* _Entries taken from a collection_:

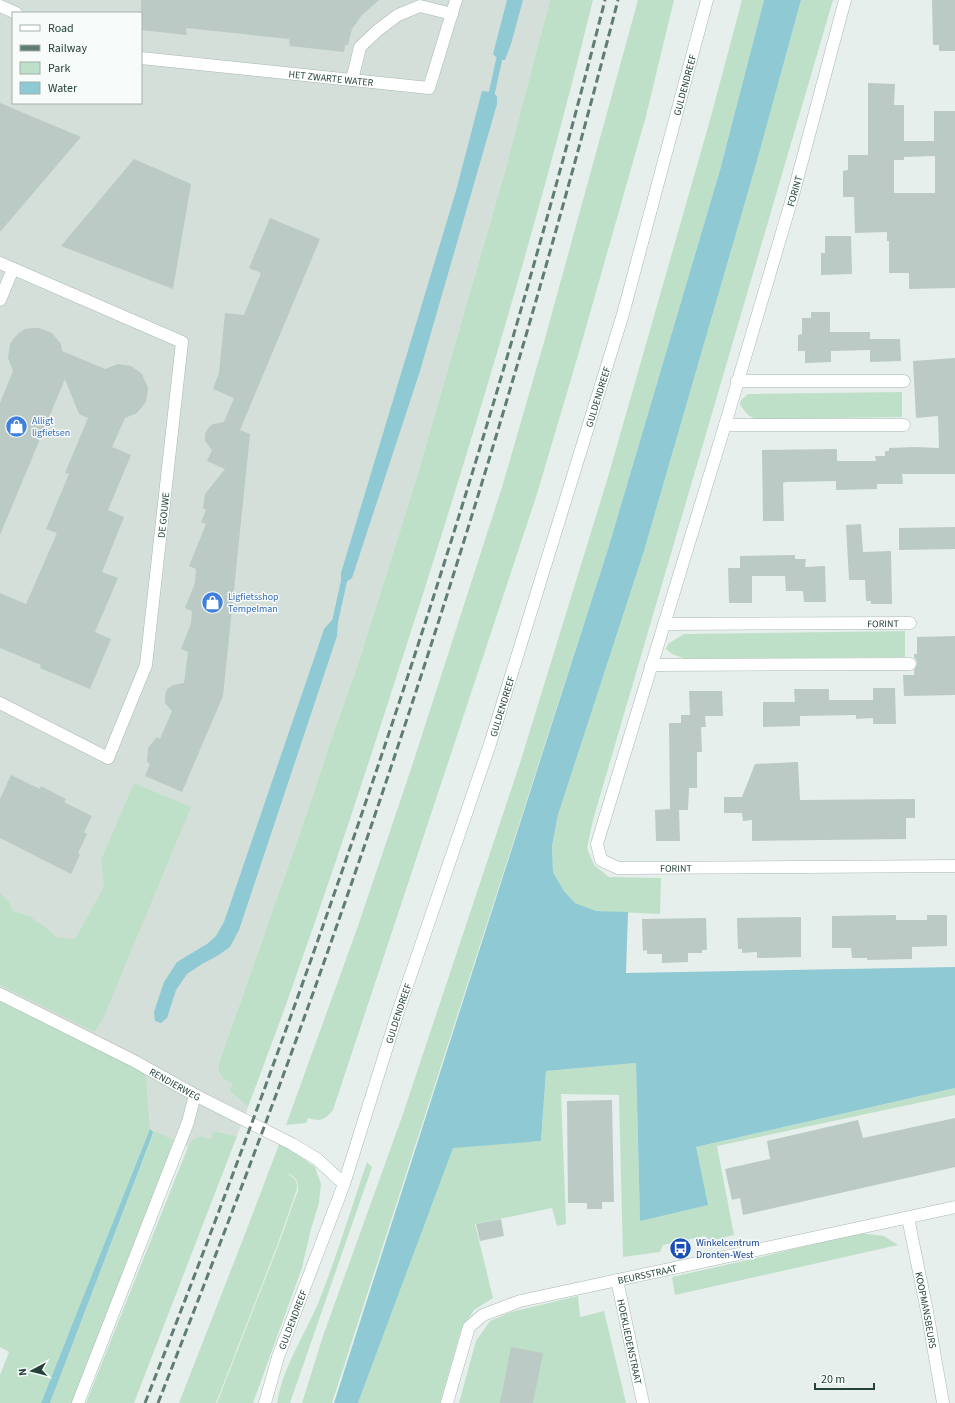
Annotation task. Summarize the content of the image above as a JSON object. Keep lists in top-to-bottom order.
{
  "streets": {
    "street": [
      "HET ZWARTE WATER",
      "GULDENDREEF",
      "FORINT",
      "DE GOUWE",
      "RENDIERWEG",
      "BEURSSTRAAT",
      "KOOPMANSBEURS",
      "HOEKLIEDENSTRAAT"
    ]
  },
  "crossings": [
    ["GULDENDREEF", "RENDIERWEG"],
    ["BEURSSTRAAT", "KOOPMANSBEURS"],
    ["BEURSSTRAAT", "HOEKLIEDENSTRAAT"]
  ],
  "places": {
    "shop": ["Alligt ligfietsen", "Ligfietsshop Tempelman"],
    "bus stop": ["Winkelcentrum Dronten-West"]
  },
  "legend": [
    "Road",
    "Railway",
    "Park",
    "Water"
  ],
  "scale_bar": "20 m",
  "north": "left"
}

* _Task to complete_: Could you print all of the entries above exactly as written, minus the pictures?

* _Answer_:
Annotation task. Summarize the content of the image above as a JSON object. Keep lists in top-to-bottom order.
{
  "streets": {
    "street": [
      "HET ZWARTE WATER",
      "GULDENDREEF",
      "FORINT",
      "DE GOUWE",
      "RENDIERWEG",
      "BEURSSTRAAT",
      "KOOPMANSBEURS",
      "HOEKLIEDENSTRAAT"
    ]
  },
  "crossings": [
    ["GULDENDREEF", "RENDIERWEG"],
    ["BEURSSTRAAT", "KOOPMANSBEURS"],
    ["BEURSSTRAAT", "HOEKLIEDENSTRAAT"]
  ],
  "places": {
    "shop": ["Alligt ligfietsen", "Ligfietsshop Tempelman"],
    "bus stop": ["Winkelcentrum Dronten-West"]
  },
  "legend": [
    "Road",
    "Railway",
    "Park",
    "Water"
  ],
  "scale_bar": "20 m",
  "north": "left"
}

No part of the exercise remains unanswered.